Given the distinct split of younger vs. more mature readers of the series, how do you construct your illustrations so that they can appeal to both audiences at once?

The simple answer is I don’t try. I think only about the author and myself. You can’t please everyone, particularly when you know how many people have read the book. I don’t think good books are made by trying to appeal to a wide audience. You just try to do the best work you can in the time given, and respect the author’s work. Most illustrators are never happy with their own work. You always feel you want to try more combinations or alternative compositions. You are forever in search of that golden illustration that just ‘works’, but of course it’s impossible to achieve – there will always be another way of representing the text. Effectively you chase rainbows until you run out of time! You get a gut feeling if an image is working. I remember what I liked as a child (Richard Scarry books!). Detail and humour grabbed me as a nipper, and it’s the same now I’m in my forties.

Did you base any characters or items in the book on real people or things?
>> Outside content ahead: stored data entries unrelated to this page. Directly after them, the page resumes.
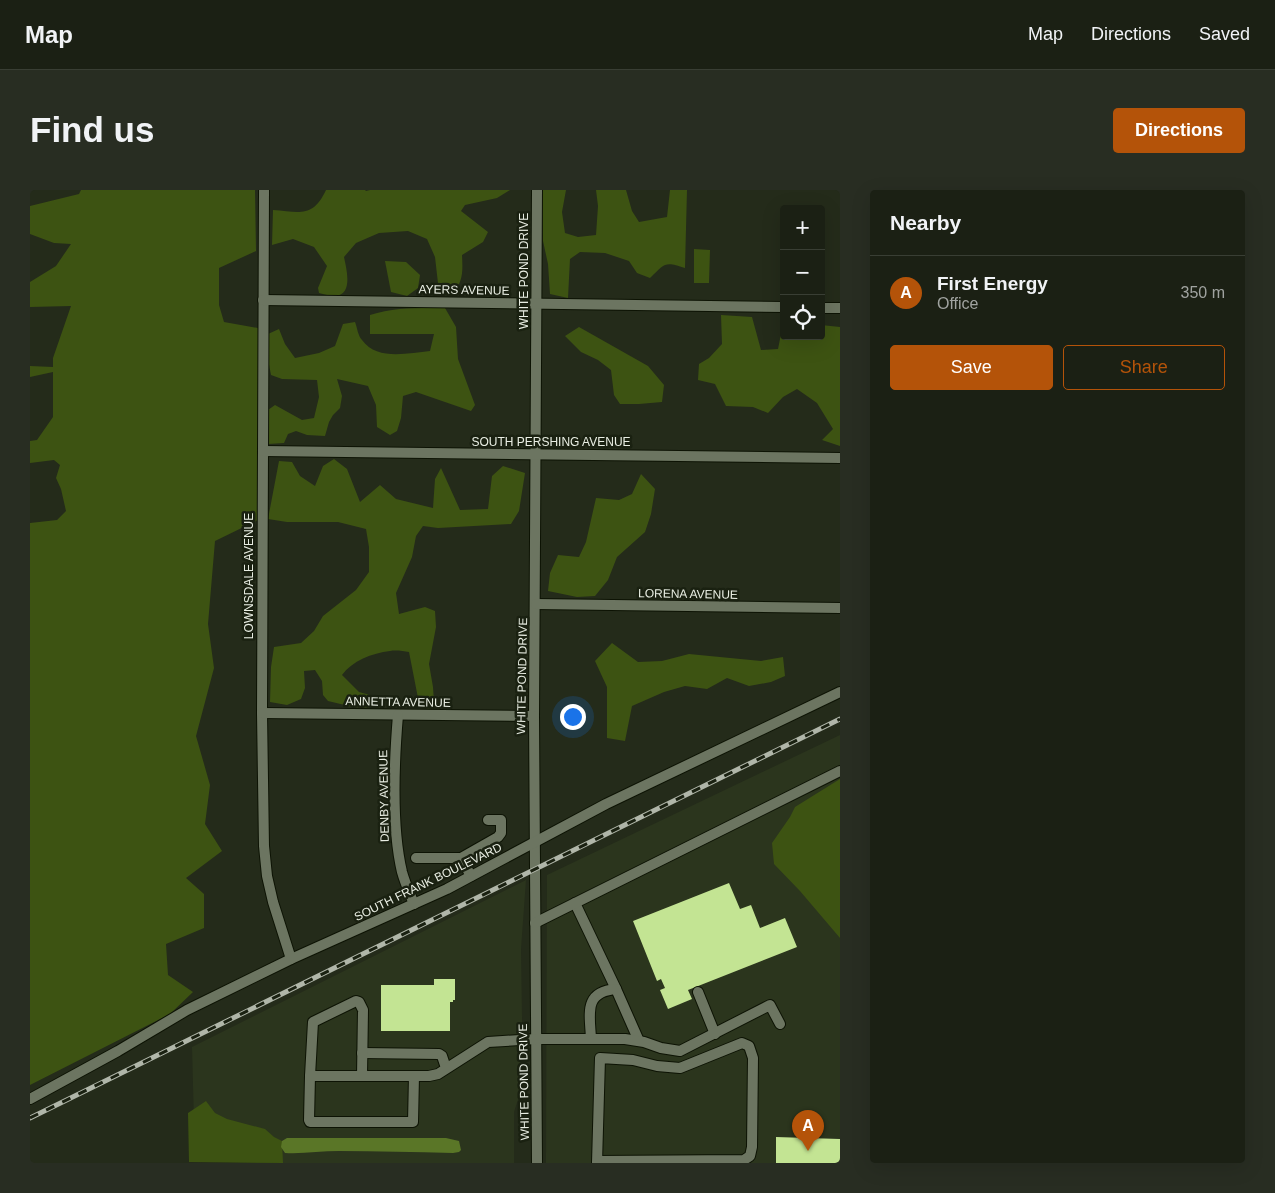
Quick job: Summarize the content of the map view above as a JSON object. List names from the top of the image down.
{
  "streets": {
    "street": [
      "WHITE POND DRIVE",
      "AYERS AVENUE",
      "SOUTH PERSHING AVENUE",
      "LOWNSDALE AVENUE",
      "LORENA AVENUE",
      "ANNETTA AVENUE",
      "DENBY AVENUE",
      "SOUTH FRANK BOULEVARD"
    ]
  },
  "crossings": [
    ["WHITE POND DRIVE", "AYERS AVENUE"],
    ["WHITE POND DRIVE", "SOUTH PERSHING AVENUE"],
    ["WHITE POND DRIVE", "LORENA AVENUE"],
    ["WHITE POND DRIVE", "ANNETTA AVENUE"],
    ["WHITE POND DRIVE", "SOUTH FRANK BOULEVARD"],
    ["AYERS AVENUE", "LOWNSDALE AVENUE"],
    ["SOUTH PERSHING AVENUE", "LOWNSDALE AVENUE"],
    ["LOWNSDALE AVENUE", "ANNETTA AVENUE"],
    ["LOWNSDALE AVENUE", "SOUTH FRANK BOULEVARD"],
    ["ANNETTA AVENUE", "DENBY AVENUE"],
    ["DENBY AVENUE", "SOUTH FRANK BOULEVARD"]
  ],
  "page": {
    "header": "Map",
    "nav": ["Map", "Directions", "Saved"],
    "buttons": [
      "Directions",
      ["Save", "Share"]
    ],
    "title": "Find us",
    "heading": "Nearby",
    "map_buttons": ["+", "−"],
    "list": [
      {
        "mark": "A",
        "name": "First Energy",
        "note": "Office",
        "value": "350 m"
      }
    ],
    "pins": "A"
  }
}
Lots of the book is based on real places, people and experiences. It helps to make the book personal to me, and therefore important. The main characters of the books are based on real people, partly for practical reasons, because I need to see how the pupils age over seven years. In Diagon Alley in particular, some of the shop names are personal to me. As a child we had a toad in the garden called Bufo (from the latin Bufo bufo), Noltie’s Botanical Novelties is named after a very clever friend of mine who works at the Royal Botanic Gardens, Edinburgh. The shop called ‘Tut’s Nuts’ is a little joke from my days working at Kew Gardens; they had in their collections some seeds from the tomb of Tutankhamun, which were affectionately known as ‘Tut’s Nuts’. The imprisoned boy reaching for an apple in Brigg’s Brooms is from a drawing my friend did when we were about 9 years old – that’s thirty two years ago!

Which character was the most difficult to draw?

Harry, without a doubt. Children are difficult to draw because you can’t use too many lines around the eyes and face, otherwise they look old. One misplaced pencil line can age a child by years, so you have to get it just right. Also Harry’s glasses are supposed to look repaired and bent out of shape, which I’ve found tricky to get right.

What is your favourite scene you have illustrated?

That’s a difficult one. I’m fond of the ghosts. I paint them in reverse (almost like a photographic negative) and layer several paintings to make them translucent. I enjoyed Nearly Headless Nick. I really enjoyed illustrating the trolls too. Your favourite illustrations tend to be the ones that gave you the least amount of difficulties and I think Diagon Alley was nice for this reason. It was more like a brainstorming exercise, slowly working from left to right. My favourite character to illustrate is Hagrid – I love big things!

Are there any hidden messages/items in your drawings for the Harry Potter series?

There are, but they are little things that relate to my life, so I’m not sure how much sense they’d make to other people. I like to include my dog in illustrations if I can (he’s in Diagon Alley). I also put a hare in my work, for good luck. There’s a hare in A Monster Calls, and in Harry Potter. My friends appear as models for the characters in book one, and some of their names too can be seen carved on a door, and on Diagon Alley. There are little references to later books too, such as on the wrought-iron sign of the Leaky Cauldron. I do it to keep things interesting for me while I’m drawing.

How did you approach illustrating the Hogwarts Castle and grounds?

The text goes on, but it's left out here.